• **Exercise objective**:
Beginning at the first line of the material, output each line exactly until you reach and include the line containing "filter:drop-shadow(0 0 1px". Leave every picture out.

• **Data supplied**:
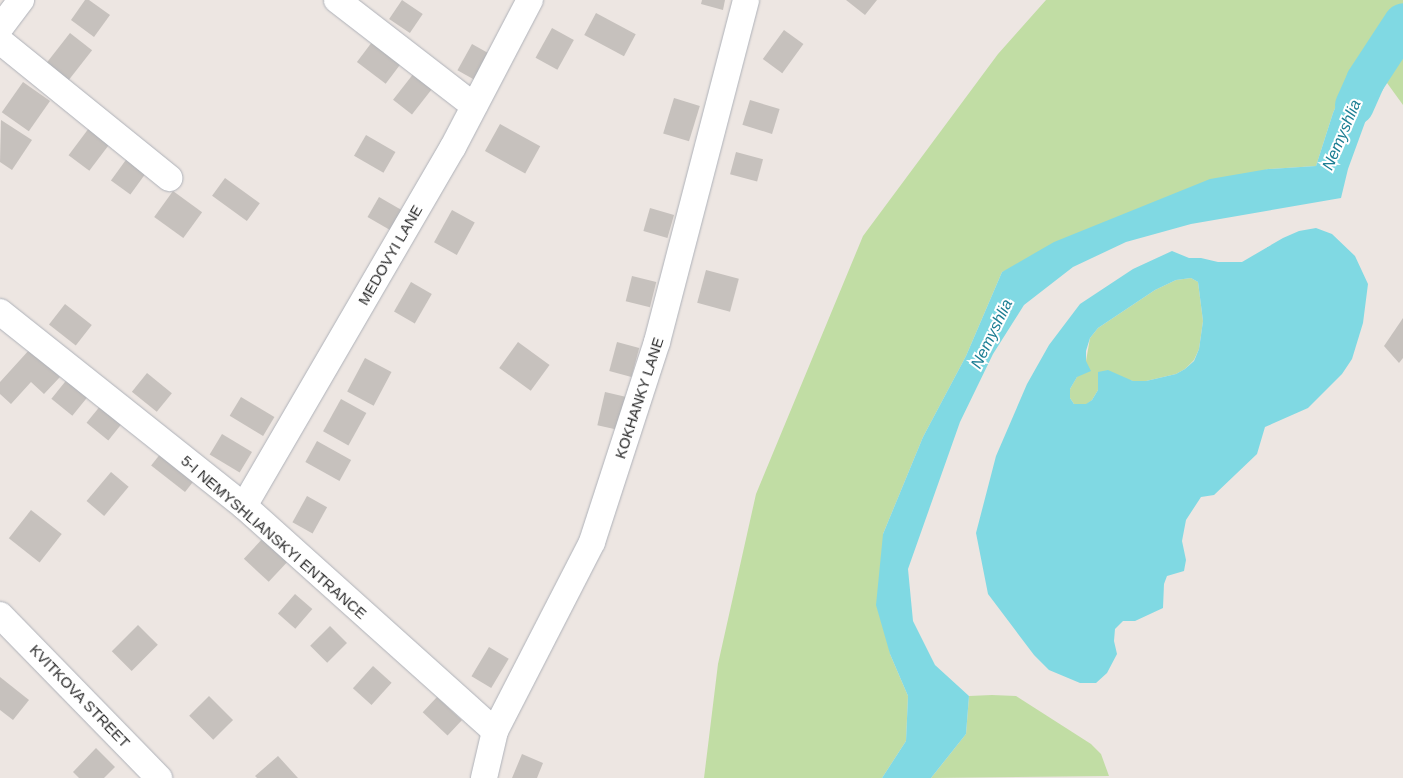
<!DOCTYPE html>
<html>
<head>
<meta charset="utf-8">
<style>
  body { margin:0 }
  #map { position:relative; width:1403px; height:778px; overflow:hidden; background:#ede6e2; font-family:Arial,sans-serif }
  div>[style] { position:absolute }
  .green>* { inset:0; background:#c1dda4 }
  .water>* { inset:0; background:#80d9e3 }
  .river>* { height:39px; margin:-19.5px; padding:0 19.5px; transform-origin:19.5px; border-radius:19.5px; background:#80d9e3 }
  .building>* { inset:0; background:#c6c1bd; transform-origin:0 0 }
  .roads { filter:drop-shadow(0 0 1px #aeb1b8) drop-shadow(0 0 1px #aeb1b8) }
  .minor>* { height:26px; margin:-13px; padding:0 13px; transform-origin:13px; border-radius:13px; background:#fff }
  span { translate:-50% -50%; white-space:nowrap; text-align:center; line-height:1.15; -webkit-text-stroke:4px #fff; paint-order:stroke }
  .street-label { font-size:15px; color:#2d2d2d }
  .water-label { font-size:16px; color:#1c7e93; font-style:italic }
</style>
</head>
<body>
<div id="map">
  <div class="green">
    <i style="clip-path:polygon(1046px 0,1403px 0,1403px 105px,1382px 76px,1376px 49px,1352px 69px,1333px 113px,1316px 166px,1268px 169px,1002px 272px,966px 356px,923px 437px,883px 534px,890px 654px,908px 696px,906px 741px,882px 778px,704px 778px,718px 664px,756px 494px,863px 236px,998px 54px)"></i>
    <i style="clip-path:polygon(1191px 278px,1198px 282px,1203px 321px,1199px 349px,1194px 360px,1185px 369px,1176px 374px,1146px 381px,1133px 381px,1098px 372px,1098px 390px,1092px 400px,1087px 404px,1074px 404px,1070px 398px,1070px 389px,1086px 361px,1090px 338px,1098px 328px,1155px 290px,1176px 280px)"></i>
    <i style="clip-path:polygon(992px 695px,1016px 696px,1091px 744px,1101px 754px,1109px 776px,931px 778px,966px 734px,969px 696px)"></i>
  </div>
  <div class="water">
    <i style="clip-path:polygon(1376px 49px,1382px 76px,1348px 169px,1341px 198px,1191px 224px,1126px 242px,1073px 267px,1024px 305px,993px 354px,960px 422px,908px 569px,913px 621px,935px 665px,969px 696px,966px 734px,931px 778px,882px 778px,906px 741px,908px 696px,890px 654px,876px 605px,883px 534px,923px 437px,966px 356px,1002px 272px,1054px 242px,1210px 179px,1268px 169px,1316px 166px,1333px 113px,1352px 68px)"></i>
    <i style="clip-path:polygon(evenodd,1316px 228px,1332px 234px,1355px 256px,1368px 284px,1363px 323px,1352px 359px,1342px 374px,1308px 408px,1265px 427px,1257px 454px,1214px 495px,1201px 497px,1186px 520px,1182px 541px,1186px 560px,1184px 571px,1167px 576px,1164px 584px,1163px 608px,1135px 621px,1123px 621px,1115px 629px,1114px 641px,1117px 654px,1107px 673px,1096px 683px,1080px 683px,1049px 670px,1034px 655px,988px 594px,976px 533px,996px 456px,1027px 384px,1049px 345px,1080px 304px,1133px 269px,1172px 251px,1189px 258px,1201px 258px,1218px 262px,1242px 262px,1283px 238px,1299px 231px,1316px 228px,1191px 278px,1198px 282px,1203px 321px,1199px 349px,1194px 361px,1185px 369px,1176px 374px,1146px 381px,1133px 381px,1108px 370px,1098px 372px,1098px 390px,1092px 400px,1086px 404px,1074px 404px,1070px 398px,1070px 389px,1077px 377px,1091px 371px,1086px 361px,1086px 351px,1090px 338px,1098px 328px,1155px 290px,1176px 280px,1191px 278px)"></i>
  </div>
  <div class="river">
    <i style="left:1354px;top:105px;width:27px;rotate:-66deg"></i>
    <i style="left:1365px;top:80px;width:69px;rotate:-56.8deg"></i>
  </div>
  <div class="building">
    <i style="clip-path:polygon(85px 0,89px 0,110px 15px,94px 37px,71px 20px)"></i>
    <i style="left:402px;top:0;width:25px;height:23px;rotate:34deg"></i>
    <i style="clip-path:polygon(702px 0,725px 0,723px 10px,701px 4px)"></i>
    <i style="clip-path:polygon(846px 0,877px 0,865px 15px)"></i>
    <i style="left:596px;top:13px;width:45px;height:25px;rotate:28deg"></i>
    <i style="left:552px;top:28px;width:25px;height:34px;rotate:29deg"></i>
    <i style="left:784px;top:30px;width:24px;height:36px;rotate:36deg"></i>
    <i style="left:70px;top:33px;width:28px;height:41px;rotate:38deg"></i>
    <i style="left:372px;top:42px;width:36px;height:25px;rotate:37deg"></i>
    <i style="left:472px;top:44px;width:23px;height:30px;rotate:29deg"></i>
    <i style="left:414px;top:73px;width:24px;height:34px;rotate:38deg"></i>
    <i style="left:23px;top:82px;width:33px;height:37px;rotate:35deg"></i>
    <i style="left:674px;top:98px;width:27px;height:37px;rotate:17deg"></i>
    <i style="left:750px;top:100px;width:31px;height:26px;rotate:17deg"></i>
    <i style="clip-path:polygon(1px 120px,32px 140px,12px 170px,0 162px)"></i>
    <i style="left:500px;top:124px;width:46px;height:31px;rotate:29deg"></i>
    <i style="left:89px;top:128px;width:26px;height:34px;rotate:37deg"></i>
    <i style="left:366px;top:135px;width:34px;height:24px;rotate:30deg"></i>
    <i style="left:736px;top:152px;width:28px;height:23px;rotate:15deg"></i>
    <i style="left:128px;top:157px;width:24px;height:29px;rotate:36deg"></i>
    <i style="left:225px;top:178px;width:43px;height:22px;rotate:36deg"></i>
    <i style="left:173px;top:191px;width:36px;height:32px;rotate:36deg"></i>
    <i style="left:379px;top:197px;width:28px;height:23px;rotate:30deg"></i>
    <i style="left:650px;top:208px;width:25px;height:24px;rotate:16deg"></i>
    <i style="left:452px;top:210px;width:26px;height:37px;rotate:29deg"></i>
    <i style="left:706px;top:270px;width:34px;height:34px;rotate:15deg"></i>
    <i style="left:632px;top:276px;width:25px;height:26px;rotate:14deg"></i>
    <i style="left:411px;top:282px;width:24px;height:34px;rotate:30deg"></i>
    <i style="left:65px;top:304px;width:34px;height:26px;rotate:38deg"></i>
    <i style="clip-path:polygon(1403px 318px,1403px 358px,1399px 363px,1384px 346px)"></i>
    <i style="left:518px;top:342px;width:39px;height:32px;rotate:36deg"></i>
    <i style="left:617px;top:342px;width:23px;height:30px;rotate:15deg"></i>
    <i style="clip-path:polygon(30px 349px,60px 377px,44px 394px,31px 382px,11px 404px,0 394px,0 382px)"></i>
    <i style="left:365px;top:358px;width:30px;height:38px;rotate:28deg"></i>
    <i style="left:147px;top:373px;width:32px;height:24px;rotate:39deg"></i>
    <i style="left:69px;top:377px;width:27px;height:28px;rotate:39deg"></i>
    <i style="left:605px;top:392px;width:22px;height:34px;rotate:13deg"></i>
    <i style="left:241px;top:397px;width:39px;height:22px;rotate:31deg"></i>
    <i style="left:341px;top:399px;width:29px;height:37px;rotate:29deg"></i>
    <i style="left:101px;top:405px;width:28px;height:23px;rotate:39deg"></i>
    <i style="left:222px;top:434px;width:35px;height:24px;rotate:31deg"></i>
    <i style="left:317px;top:441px;width:39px;height:24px;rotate:29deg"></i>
    <i style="left:161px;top:453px;width:43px;height:16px;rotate:38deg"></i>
    <i style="left:111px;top:472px;width:23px;height:38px;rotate:40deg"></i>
    <i style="left:307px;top:496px;width:23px;height:30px;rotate:29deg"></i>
    <i style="left:31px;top:510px;width:39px;height:36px;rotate:38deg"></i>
    <i style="left:265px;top:536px;width:34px;height:31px;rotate:43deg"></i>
    <i style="left:295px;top:594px;width:23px;height:26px;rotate:41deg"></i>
    <i style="left:138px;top:625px;width:28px;height:37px;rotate:45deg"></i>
    <i style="left:330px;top:626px;width:24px;height:28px;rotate:45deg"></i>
    <i style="left:489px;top:647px;width:23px;height:34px;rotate:31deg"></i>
    <i style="left:373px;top:666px;width:25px;height:30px;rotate:42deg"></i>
    <i style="clip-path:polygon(0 677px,29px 700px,13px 720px,0 710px)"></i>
    <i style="left:209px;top:696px;width:34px;height:28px;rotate:45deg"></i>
    <i style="left:437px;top:697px;width:34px;height:21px;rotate:43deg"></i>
    <i style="clip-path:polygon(96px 748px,115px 767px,104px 778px,79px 778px,73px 772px)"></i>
    <i style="clip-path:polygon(522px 754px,543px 763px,537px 778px,512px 778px)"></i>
    <i style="clip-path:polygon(278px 756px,298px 778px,257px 778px,255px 776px)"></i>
  </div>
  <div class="roads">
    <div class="minor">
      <i style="left:337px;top:0;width:173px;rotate:37.7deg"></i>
      <i style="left:0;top:28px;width:35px;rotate:-53deg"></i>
      <i style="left:0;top:41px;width:218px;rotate:39deg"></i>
      <i style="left:0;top:312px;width:312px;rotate:38.5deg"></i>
      <i style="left:244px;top:506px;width:337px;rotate:41.9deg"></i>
      <i style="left:244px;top:506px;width:415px;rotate:-59.8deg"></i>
      <i style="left:453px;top:147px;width:166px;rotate:-62.4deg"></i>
      <i style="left:0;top:615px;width:228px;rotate:45.7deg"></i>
      <i style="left:484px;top:778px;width:48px;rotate:-76.8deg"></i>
      <i style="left:495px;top:731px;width:212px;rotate:-62.8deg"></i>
      <i style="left:592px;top:542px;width:210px;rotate:-72deg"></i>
      <i style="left:657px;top:342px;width:353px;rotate:-75.4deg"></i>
    </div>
  </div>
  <div class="street-label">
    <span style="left:390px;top:255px;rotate:-60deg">MEDOVYI LANE</span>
    <span style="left:639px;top:398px;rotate:-72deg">KOKHANKY LANE</span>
    <span style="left:274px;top:537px;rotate:41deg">5-I NEMYSHLIANSKYI ENTRANCE</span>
    <span style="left:80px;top:696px;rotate:46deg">KVITKOVA STREET</span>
  </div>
  <div class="water-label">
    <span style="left:1342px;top:135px;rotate:-67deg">Nemyshlia</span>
    <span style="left:992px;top:334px;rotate:-64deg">Nemyshlia</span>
  </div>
</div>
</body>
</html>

• **Output below**:
<!DOCTYPE html>
<html>
<head>
<meta charset="utf-8">
<style>
  body { margin:0 }
  #map { position:relative; width:1403px; height:778px; overflow:hidden; background:#ede6e2; font-family:Arial,sans-serif }
  div>[style] { position:absolute }
  .green>* { inset:0; background:#c1dda4 }
  .water>* { inset:0; background:#80d9e3 }
  .river>* { height:39px; margin:-19.5px; padding:0 19.5px; transform-origin:19.5px; border-radius:19.5px; background:#80d9e3 }
  .building>* { inset:0; background:#c6c1bd; transform-origin:0 0 }
  .roads { filter:drop-shadow(0 0 1px #aeb1b8) drop-shadow(0 0 1px #aeb1b8) }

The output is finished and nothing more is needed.